К нам приближался человек, подзывавший рукой кого- то идущего за ним. Когда свет упал на его лицо, я сказал:
— Привет, Стэнли.
— Добрый вечер, мистер Келли. Добрый вечер, мэм.
— Как им все сказать, Стэнли?
— Мистер Келли… мы уже знаем, чего там… эх, беда не беда, малыш, мы — тертые калачи. Ты еще не родился, а жизнь уж начала нас обстругивать, верно?
— Верно.
Мои старики подтянулись к свету, и я увидел, что они улыбаются. И в этих улыбках я прочел и молодой задор, и задиристое «Не замай!», и огромный опыт за плечами. Говорить они поручили Крамеру.
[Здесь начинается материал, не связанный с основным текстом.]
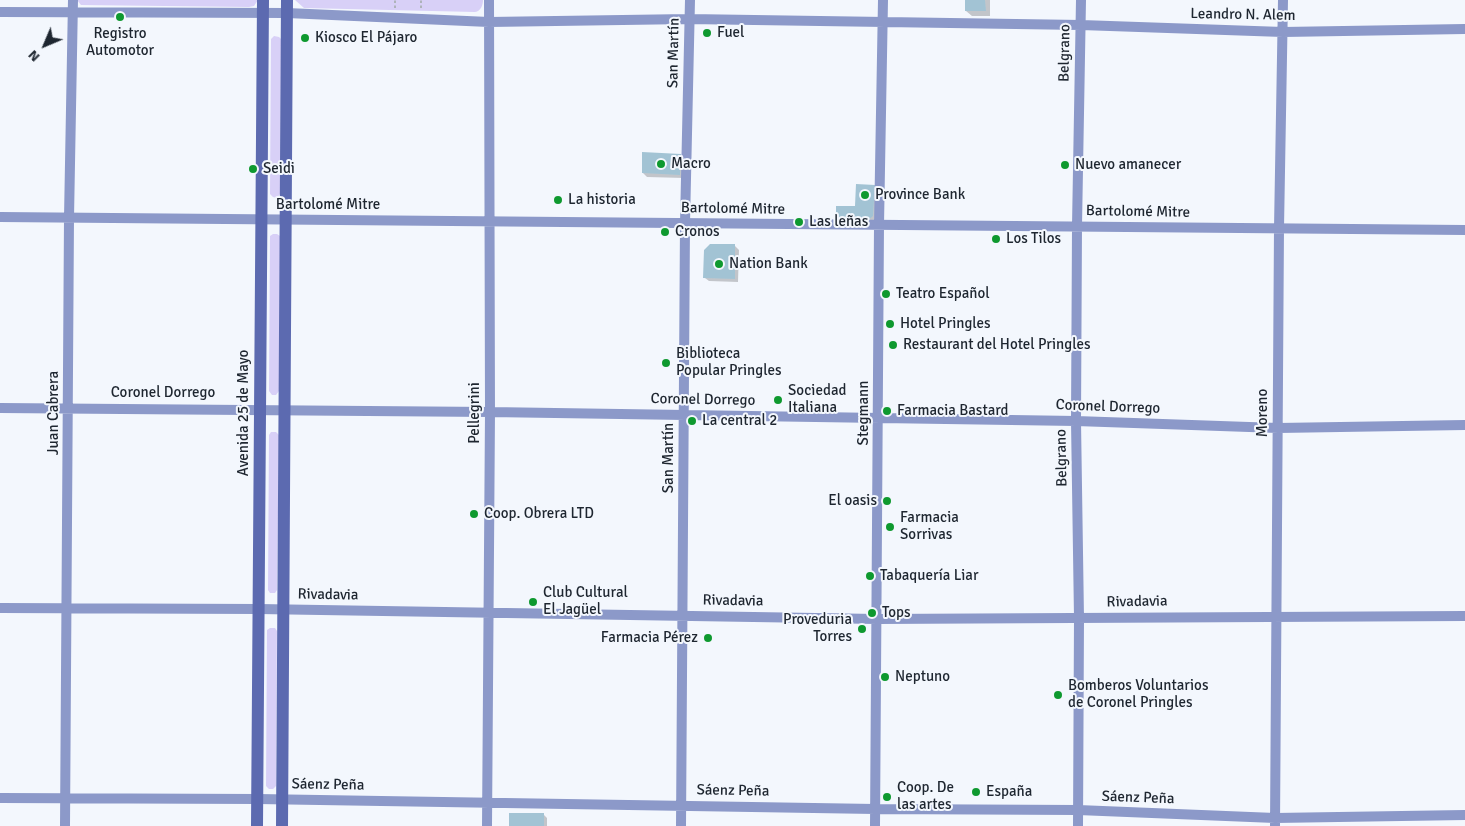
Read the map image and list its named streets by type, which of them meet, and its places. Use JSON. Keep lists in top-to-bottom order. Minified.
{"streets":{"main road":["Avenida 25 de Mayo"],"street":["Leandro N. Alem","San Martín","Belgrano","Bartolomé Mitre","Coronel Dorrego","Juan Cabrera","Pellegrini","Stegmann","Moreno","Rivadavia","Sáenz Peña"]},"crossings":[["Leandro N. Alem","San Martín"],["Leandro N. Alem","Belgrano"],["Leandro N. Alem","Juan Cabrera"],["Leandro N. Alem","Avenida 25 de Mayo"],["Leandro N. Alem","Pellegrini"],["Leandro N. Alem","Stegmann"],["Leandro N. Alem","Moreno"],["San Martín","Bartolomé Mitre"],["San Martín","Coronel Dorrego"],["San Martín","Rivadavia"],["San Martín","Sáenz Peña"],["Belgrano","Bartolomé Mitre"],["Belgrano","Coronel Dorrego"],["Belgrano","Rivadavia"],["Belgrano","Sáenz Peña"],["Bartolomé Mitre","Juan Cabrera"],["Bartolomé Mitre","Avenida 25 de Mayo"],["Bartolomé Mitre","Pellegrini"],["Bartolomé Mitre","Stegmann"],["Bartolomé Mitre","Moreno"],["Coronel Dorrego","Juan Cabrera"],["Coronel Dorrego","Avenida 25 de Mayo"],["Coronel Dorrego","Pellegrini"],["Coronel Dorrego","Stegmann"],["Coronel Dorrego","Moreno"],["Juan Cabrera","Rivadavia"],["Juan Cabrera","Sáenz Peña"],["Avenida 25 de Mayo","Rivadavia"],["Avenida 25 de Mayo","Sáenz Peña"],["Pellegrini","Rivadavia"],["Pellegrini","Sáenz Peña"],["Stegmann","Rivadavia"],["Stegmann","Sáenz Peña"],["Moreno","Rivadavia"],["Moreno","Sáenz Peña"]],"places":["Registro Automotor","Fuel","Kiosco El Pájaro","Macro","Nuevo amanecer","Seidi","Province Bank","La historia","Las leñas","Cronos","Los Tilos","Nation Bank","Teatro Español","Hotel Pringles","Restaurant del Hotel Pringles","Biblioteca Popular Pringles","Sociedad Italiana","Farmacia Bastard","La central 2","El oasis","Coop. Obrera LTD","Farmacia Sorrivas","Tabaquería Liar","Club Cultural El Jagüel","Tops","Proveduria Torres","Farmacia Pérez","Neptuno","Bomberos Voluntarios de Coronel Pringles","España","Coop. De las artes"],"north":"bottom left"}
— Мы тут пораскинули умишком и поняли, что вам надо. Ваши братья этого не нашли, да и не были уверены, есть ли такая штука. Джейсон когда-то передал старушке Пэт коробку с этой штуковиной. Мы ду1Мали так — фокус какой-то. А когда вы здесь все перетряхнули, мы призадумались.
Он протянул мне коробку не больше обувной.
— Тут и бумаги все. Как это все устроено. На этом завод долго продержится.
— На чем, Стэнли?
Раздался негромкий смех, и Стэнли вынул из коробки небольшой блестящий шарик, сантиметра три в диаметре. Он отливал серебристо-синим светом с проблесками желтого от фонаря.
Крамер опять засмеялся и отнял руку.
Шарик повис в воздухе.
Он тронул его пальцем, и шарик медленно поплыл ко мне.
— Антигравитационное устройство, — объяснил он. — Теперь заживем, как в раю.
25
Мыс Шэрон остались одни в студийном офисе, наблюдая в окно, как люди расходились под дождем по своим машинам, переговариваясь и смеясь.
Скоро за своим наследством явится Арнольд Белл. Убийца из убийц. Надо, наконец, ему закончить дело и погулять на славу на заработанные денежки. А платить ему будут везде: в Мадриде и Марселе, Стамбуле и Париже, а может, и в Москве.
Когда все разошлись, я погасил прожектора, освещавшие площадку, и проверил шторы на окнах.
— Это правда о Шейле? — спросила Шэрон.
— Да.
— Она… тебе понравилась?
— Мне все нравятся.
— Но ты…
— Не всех, с кем я трахаюсь, я люблю, котенок. Замолчи.